As the carbon emissions dropped, and the level of carbon dioxide in the atmosphere remained below 450 parts per million, the temperatures kept rising, far faster than had been predicted. At first it was written off as an anomaly, like the anomalies that the climate change skeptics wrote off in the first 5 years of the 21st century. Then the graphs of temperature and carbon dioxide diverged dramatically. We realised the scientists had got it so wrong. Suddenly, it wasn't our fault - the atmosphere and the Sun was toying with us, as it had with life for billions of years, and there was nothing we could do. The media brimmed with gleeful articles written by formerly rogue scientists, and comments from columnists who said they had known it all along. The skeptics were overjoyed…for a while.

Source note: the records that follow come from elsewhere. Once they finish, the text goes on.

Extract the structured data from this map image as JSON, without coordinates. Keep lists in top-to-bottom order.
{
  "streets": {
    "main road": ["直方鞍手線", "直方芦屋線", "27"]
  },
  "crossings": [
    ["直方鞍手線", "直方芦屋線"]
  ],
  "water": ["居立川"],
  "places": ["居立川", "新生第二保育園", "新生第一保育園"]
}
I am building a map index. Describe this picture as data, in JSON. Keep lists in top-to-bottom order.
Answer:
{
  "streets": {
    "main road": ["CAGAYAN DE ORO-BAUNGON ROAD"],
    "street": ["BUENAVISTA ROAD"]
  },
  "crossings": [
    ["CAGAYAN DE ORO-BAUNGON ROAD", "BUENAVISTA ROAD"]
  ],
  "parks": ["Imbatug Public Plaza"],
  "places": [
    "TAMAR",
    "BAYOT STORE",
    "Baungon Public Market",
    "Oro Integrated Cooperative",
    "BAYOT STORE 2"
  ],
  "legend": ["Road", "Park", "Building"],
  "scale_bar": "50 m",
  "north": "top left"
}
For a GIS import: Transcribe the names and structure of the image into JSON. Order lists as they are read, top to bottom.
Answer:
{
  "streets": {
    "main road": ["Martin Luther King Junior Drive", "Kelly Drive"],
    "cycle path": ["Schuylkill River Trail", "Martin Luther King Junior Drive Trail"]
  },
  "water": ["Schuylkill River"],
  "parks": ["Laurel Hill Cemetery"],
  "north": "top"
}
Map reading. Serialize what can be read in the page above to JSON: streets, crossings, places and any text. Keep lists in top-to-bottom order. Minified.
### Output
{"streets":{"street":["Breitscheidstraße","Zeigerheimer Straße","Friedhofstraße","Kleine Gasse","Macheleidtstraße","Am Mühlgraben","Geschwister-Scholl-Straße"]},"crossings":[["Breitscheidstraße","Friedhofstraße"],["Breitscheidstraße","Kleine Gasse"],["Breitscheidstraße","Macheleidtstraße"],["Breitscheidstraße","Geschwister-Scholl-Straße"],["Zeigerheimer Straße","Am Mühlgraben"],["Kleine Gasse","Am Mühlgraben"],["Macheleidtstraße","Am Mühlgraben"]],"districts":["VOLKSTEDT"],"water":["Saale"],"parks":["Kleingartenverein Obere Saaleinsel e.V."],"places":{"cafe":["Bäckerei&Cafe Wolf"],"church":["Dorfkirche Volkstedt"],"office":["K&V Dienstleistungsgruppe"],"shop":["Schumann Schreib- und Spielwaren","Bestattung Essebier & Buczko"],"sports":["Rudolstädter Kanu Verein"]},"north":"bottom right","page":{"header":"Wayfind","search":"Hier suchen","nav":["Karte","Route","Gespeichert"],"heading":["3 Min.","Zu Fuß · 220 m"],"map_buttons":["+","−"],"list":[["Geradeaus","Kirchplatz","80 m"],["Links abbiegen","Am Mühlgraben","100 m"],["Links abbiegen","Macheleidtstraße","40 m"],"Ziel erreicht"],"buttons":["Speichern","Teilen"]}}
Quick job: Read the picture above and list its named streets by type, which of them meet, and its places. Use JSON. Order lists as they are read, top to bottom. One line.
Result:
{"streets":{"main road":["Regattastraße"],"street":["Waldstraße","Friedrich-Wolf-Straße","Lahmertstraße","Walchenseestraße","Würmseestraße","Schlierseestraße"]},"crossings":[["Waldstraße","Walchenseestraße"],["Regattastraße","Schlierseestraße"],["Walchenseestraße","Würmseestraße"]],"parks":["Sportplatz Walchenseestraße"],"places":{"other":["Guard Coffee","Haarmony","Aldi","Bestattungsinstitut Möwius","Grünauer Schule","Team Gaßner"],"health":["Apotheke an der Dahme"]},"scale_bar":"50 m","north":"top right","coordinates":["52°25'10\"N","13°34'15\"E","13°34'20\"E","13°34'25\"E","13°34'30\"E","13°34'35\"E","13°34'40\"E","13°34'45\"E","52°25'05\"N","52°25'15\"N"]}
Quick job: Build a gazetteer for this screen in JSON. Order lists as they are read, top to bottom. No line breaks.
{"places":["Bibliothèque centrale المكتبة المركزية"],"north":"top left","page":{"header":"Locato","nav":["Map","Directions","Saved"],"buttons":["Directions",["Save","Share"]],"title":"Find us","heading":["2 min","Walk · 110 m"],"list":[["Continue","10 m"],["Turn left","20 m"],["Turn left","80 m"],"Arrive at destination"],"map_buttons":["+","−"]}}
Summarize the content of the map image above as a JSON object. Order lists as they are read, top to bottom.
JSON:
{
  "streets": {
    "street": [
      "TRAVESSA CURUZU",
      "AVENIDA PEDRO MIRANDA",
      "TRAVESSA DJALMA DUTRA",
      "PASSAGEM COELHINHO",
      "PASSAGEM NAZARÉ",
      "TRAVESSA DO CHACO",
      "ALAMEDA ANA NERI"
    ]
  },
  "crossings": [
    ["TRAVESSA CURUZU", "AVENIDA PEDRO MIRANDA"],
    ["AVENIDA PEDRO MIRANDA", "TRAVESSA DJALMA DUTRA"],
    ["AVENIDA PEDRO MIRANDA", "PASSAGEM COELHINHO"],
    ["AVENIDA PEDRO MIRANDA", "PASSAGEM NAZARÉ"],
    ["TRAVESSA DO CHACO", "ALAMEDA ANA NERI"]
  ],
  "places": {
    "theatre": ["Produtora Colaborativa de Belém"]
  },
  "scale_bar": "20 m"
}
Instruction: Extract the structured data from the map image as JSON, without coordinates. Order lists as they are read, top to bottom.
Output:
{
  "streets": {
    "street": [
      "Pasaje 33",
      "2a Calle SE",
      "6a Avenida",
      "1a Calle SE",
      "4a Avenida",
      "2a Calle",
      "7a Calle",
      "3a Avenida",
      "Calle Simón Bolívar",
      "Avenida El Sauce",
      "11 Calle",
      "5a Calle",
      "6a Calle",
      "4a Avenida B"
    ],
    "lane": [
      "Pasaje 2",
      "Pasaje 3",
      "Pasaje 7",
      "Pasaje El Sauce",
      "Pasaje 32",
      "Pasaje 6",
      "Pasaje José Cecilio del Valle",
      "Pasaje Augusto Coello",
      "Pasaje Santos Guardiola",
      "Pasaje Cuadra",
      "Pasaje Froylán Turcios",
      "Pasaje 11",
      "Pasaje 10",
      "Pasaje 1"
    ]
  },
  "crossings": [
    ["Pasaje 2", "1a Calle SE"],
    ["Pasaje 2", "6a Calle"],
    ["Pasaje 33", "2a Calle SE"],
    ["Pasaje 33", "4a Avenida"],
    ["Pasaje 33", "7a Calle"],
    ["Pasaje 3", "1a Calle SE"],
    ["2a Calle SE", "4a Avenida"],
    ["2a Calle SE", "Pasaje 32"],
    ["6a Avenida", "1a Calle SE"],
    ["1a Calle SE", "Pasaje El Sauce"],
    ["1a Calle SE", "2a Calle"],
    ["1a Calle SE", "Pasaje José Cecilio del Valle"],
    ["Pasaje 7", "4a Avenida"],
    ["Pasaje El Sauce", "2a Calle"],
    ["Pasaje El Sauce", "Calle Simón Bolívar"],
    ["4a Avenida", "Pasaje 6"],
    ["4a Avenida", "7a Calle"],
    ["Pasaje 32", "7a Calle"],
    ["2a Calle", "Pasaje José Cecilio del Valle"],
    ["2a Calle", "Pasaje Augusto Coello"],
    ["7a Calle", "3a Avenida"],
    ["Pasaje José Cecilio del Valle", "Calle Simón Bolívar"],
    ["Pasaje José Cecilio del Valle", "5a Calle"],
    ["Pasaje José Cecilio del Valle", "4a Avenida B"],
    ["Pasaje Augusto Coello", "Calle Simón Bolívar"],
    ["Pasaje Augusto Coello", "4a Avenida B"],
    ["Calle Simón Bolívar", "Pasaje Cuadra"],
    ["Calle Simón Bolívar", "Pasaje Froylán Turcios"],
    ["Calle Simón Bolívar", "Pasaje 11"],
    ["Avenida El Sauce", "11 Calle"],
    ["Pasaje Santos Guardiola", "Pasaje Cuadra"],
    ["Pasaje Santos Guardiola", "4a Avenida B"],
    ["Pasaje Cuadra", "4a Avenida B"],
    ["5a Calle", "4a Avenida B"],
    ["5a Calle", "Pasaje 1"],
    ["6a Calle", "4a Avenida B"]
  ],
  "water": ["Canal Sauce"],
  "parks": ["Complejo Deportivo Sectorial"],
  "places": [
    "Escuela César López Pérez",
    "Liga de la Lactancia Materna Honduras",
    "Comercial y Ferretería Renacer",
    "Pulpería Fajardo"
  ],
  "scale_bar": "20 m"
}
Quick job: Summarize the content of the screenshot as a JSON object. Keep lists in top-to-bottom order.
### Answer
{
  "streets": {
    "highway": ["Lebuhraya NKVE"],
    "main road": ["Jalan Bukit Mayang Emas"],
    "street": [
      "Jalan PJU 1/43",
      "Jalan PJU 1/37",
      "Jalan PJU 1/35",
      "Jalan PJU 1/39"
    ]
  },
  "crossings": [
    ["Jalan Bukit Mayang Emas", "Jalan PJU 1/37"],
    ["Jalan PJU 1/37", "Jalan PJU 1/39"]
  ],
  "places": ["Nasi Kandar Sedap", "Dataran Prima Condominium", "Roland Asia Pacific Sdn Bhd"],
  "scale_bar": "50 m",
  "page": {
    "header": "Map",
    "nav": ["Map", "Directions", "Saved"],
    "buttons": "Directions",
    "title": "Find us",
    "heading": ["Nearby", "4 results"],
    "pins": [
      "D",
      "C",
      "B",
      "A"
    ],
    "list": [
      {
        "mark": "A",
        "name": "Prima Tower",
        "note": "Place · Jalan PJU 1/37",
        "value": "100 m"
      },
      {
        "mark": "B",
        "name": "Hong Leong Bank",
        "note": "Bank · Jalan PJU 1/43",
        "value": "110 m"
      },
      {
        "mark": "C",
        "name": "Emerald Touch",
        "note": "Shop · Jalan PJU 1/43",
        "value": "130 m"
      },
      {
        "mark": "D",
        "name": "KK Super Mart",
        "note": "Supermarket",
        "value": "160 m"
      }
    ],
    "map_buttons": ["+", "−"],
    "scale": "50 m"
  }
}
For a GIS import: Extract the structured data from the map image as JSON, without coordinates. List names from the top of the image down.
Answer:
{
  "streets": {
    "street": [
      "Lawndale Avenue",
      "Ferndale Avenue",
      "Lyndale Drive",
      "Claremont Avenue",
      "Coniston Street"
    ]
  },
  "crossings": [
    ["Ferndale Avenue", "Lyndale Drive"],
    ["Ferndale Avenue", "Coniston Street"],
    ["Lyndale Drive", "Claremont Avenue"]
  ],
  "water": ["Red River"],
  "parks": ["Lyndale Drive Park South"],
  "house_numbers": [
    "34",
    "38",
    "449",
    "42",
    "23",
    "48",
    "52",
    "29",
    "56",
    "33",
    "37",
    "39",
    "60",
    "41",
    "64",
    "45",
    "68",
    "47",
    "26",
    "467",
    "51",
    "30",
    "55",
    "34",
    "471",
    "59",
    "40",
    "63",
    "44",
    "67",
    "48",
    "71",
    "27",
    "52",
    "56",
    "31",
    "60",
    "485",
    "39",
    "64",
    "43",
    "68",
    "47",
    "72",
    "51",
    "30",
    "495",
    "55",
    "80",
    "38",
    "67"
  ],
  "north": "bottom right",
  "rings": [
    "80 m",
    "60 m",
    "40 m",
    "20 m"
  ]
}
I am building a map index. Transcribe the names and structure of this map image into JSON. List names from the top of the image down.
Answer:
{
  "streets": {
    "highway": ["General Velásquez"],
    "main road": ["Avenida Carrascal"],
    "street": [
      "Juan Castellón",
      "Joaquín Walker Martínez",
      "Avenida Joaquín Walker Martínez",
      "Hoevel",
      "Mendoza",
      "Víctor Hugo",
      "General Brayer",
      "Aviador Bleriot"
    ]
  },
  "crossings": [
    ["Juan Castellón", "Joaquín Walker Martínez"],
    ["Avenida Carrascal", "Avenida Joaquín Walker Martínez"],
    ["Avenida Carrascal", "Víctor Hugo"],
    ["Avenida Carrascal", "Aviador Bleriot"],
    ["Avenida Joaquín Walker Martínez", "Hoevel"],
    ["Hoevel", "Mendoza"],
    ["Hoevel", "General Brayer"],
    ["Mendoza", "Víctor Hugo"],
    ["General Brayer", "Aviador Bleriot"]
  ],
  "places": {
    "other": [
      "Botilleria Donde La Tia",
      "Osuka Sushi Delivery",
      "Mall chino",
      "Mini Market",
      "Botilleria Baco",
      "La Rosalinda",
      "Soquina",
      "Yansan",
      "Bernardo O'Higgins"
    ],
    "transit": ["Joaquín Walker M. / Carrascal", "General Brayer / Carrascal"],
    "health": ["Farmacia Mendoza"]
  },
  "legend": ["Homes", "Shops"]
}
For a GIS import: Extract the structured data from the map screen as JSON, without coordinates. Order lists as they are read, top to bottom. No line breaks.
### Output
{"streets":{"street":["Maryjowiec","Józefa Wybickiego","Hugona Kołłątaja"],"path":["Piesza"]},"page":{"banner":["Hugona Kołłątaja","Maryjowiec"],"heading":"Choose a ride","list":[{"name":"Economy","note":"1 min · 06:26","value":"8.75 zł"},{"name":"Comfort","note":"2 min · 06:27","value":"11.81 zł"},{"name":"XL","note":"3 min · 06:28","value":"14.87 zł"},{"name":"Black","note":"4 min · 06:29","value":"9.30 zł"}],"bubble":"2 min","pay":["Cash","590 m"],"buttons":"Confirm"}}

Those that could afford to fled inland, to higher ground in the remaining cool parts of the world. The rest - the majority - were left to fester by the stinking shoreline that moved ever further inland, while the scorched lands near the tropics pushed countless millions north, to wherever sanctuary could be found.
I can only sit in my cramped apartment, watching the rising horizon, up and up, building and rolling inexorably, dreamily rolling towards the formless coast. I close my eyes but still the image plays on. My final tide, funnelled by the estuary walls, raised by the shallowing sea floor and pursued by the relentless wind. I hold my breath, wishing to pass out before the great rush of water takes me.
I am under water…
…I am awake.
The bright light in the clear morning air is harsh against my bloodshot, teary eyes. As I step out of the bed I feel only dry wood against the soles of my feet. The low but distinctive rumble of a hydrogen bus causes tiny ripples in my water glass. Children shout as they walk to school.
People brought up in the "developed" world before 2007 were ingrained with a blissful sense of guiltlessness. Ever since we could listen we had been taught to think, "it's not my fault". The teachers were the tobacco companies, the paranoid anti-Communists, the oil multinationals, the ambulance chasing lawyers. We were sold the finest quality blinkers, with inbuilt television and surround sound. We no longer knew how to criticise what we had created.
Then someone wrote something that shook humans out of their collective, ill-conceived state of sensory deprivation. It was our fault that the climate started changing faster than any animal, including ourselves, could adapt to.
Even in 2015 when the Dow Jones and the FTSE was abandoned in favour of the Sustainability Index.
Even in 2020 when we stopped manufacturing herds of cattle - methane machines - for our own purposes.
Even in 2025 when both the area and richness of the Earth's forests exceeded those of 50 years before.
Even now, in 2030, when we have finally managed to stabilise carbon dioxide at a safe level. The threat of global disaster didn’t come to pass only because we, as a species, recognised the problem that we had created. We worked together as a global community, making it possible for future generations of humans and the multitude of other species on this planet to thrive.
It is still our fault - our responsibility – but as long as we can remember that, then we still have a future on Earth.